I see this pattern most often when men are resisting change and women are planning for reality. The man sees himself as rational and cost-conscious and the woman as anxious or impatient. The reality, though, is that she is usually not anxious. She’s done the math, practically and emotionally. She is asking for simplification before a crisis hits. She is the one being thwarted by his delays, delays that always have a cost but are rarely paid by the man requesting them.
A simple question for making a hard decision
I now use a question to help clients understand the impact of their planning or lack thereof:
“If you died first, would the first six months of your spouse’s life be simpler—or harder—because of this plan?”
If the answer is “harder,” then we’re not done planning, no matter how uncomfortable the conversation gets. Because planning is not about preserving normal at all costs. It’s about reducing blast radius.
If that means making a move earlier than you’d like, or having a conversation you’ve been avoiding, that’s part of the job. Especially if you love the person who will be left holding the pieces.
Post-script: Resetting with Robert
A few months later, Robert and Sally were in my office again.
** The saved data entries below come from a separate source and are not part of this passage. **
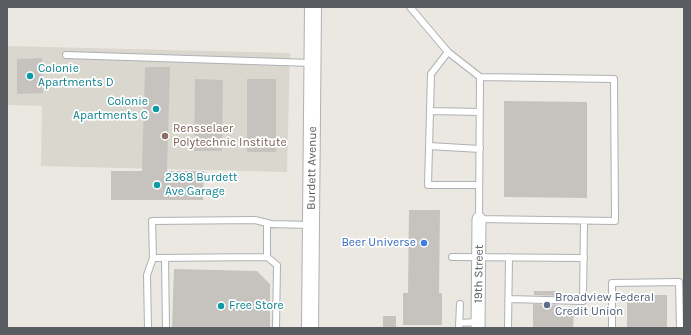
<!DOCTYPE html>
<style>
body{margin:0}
#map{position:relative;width:691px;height:335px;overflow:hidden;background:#eae8e1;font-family:Karla,sans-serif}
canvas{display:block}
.frame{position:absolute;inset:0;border:8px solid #595c60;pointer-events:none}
</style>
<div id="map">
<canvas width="691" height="335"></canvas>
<div class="frame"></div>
</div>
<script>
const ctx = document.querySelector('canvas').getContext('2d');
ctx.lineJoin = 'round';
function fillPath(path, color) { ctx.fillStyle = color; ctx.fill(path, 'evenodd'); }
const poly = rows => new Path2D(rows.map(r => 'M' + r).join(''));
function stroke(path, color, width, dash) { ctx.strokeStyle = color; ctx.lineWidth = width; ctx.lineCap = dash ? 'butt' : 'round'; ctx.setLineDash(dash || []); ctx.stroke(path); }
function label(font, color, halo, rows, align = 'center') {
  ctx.font = font + ' Karla,sans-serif'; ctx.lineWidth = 3.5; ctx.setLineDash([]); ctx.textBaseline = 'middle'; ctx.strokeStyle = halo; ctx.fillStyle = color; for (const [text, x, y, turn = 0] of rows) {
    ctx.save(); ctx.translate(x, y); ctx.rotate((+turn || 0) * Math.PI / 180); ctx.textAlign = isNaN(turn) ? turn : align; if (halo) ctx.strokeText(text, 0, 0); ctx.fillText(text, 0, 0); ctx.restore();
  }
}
const education = poly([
 [7,46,290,53,287,172,41,166,42,106,7,105]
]);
const building = poly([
 [42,58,43,93,17,94,17,59],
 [145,67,170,67,167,171,204,171,203,200,111,200,111,171,142,171],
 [195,79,223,80,222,151,194,151],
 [247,79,276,79,276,152,247,152],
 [504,101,587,102,587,198,504,197],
 [409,210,440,210,439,293,442,293,442,325,403,325,403,293,408,293],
 [174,269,257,271,270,284,270,328,172,328],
 [534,291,560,291,560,296,534,295],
 [627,295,667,295,667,328,627,328],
 [533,304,560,305,560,310,574,310,573,328,533,328],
 [383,316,396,316,396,328,383,328]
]);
const service = poly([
 [410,7,448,52,480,77,479,219,615,221,614,79,480,77],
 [448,52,431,74,428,185,479,185],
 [66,55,312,63],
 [430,111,480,112],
 [429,146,480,149],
 [267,257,277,265,276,328],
 [452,257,584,258],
 [153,258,267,257,267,223],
 [165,258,166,328],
 [509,299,583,301,584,221],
 [459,323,478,322],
 [148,328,147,275,153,258,152,221,255,220,271,224,310,225],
 [459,328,460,304],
 [508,328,509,257],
 [612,328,612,283,679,282,680,328]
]);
const minor = poly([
 [478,328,479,219]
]);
const tertiary = poly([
 [310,328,313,7]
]);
const markers = [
 [30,76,4,"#0f9aa8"],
 [156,109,4,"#0f9aa8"],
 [165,136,4,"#8d6e63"],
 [157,185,4,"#0f9aa8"],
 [424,243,4,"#3f7fe0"],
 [547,305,4,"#5c6f8a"],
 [221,306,4,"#0f9aa8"]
];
const cultureNames = [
 ["Colonie",38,69],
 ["Apartments D",38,83],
 ["Colonie",148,102,"right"],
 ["Apartments C",148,116,"right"],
 ["2368 Burdett",165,178],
 ["Ave Garage",165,192],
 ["Free Store",229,306]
];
const educationNames = [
 ["Rensselaer",173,129],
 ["Polytechnic Institute",173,143]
];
const streetNames = [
 ["Burdett Avenue",312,168,-89],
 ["19th Street",479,274,-89]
];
const shopNames = [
 ["Beer Universe",416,243]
];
const serviceNames = [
 ["Broadview Federal",555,298],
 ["Credit Union",555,312]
];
fillPath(education, '#dad7cf');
fillPath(building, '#c6c3be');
stroke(service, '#aeb1b5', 8);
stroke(minor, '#aeb1b5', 15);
stroke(tertiary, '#aeb1b5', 18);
stroke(service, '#fff', 6);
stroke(minor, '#fff', 13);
stroke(tertiary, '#fff', 16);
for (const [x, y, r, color] of markers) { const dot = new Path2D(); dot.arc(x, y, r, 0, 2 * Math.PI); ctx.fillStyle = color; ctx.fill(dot); stroke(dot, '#fff', 1.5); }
label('12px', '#0d838f', '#fff', cultureNames, 'left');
label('12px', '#785e54', '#fff', educationNames, 'left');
label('12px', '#595c60', '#fff', streetNames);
label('12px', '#366cbe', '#fff', shopNames, 'right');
label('12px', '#4e5e75', '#fff', serviceNames, 'left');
</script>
Robert had his hand on his forehead so I couldn’t see his eyes. “Sally is the most important thing to me in the world. I wasn’t trying to make living with me at home make such a mess for her if she is living without me later.”
He looked away as his voice caught. “Together is the most important thing, so let’s go back to the drawing board.”
Sally grabbed his hand and also mouthed a silent “thank you” to me.
“That’s all fine, Robert,” I said. “Plans and minds change all the time when new things present themselves. Let’s reload and start again.”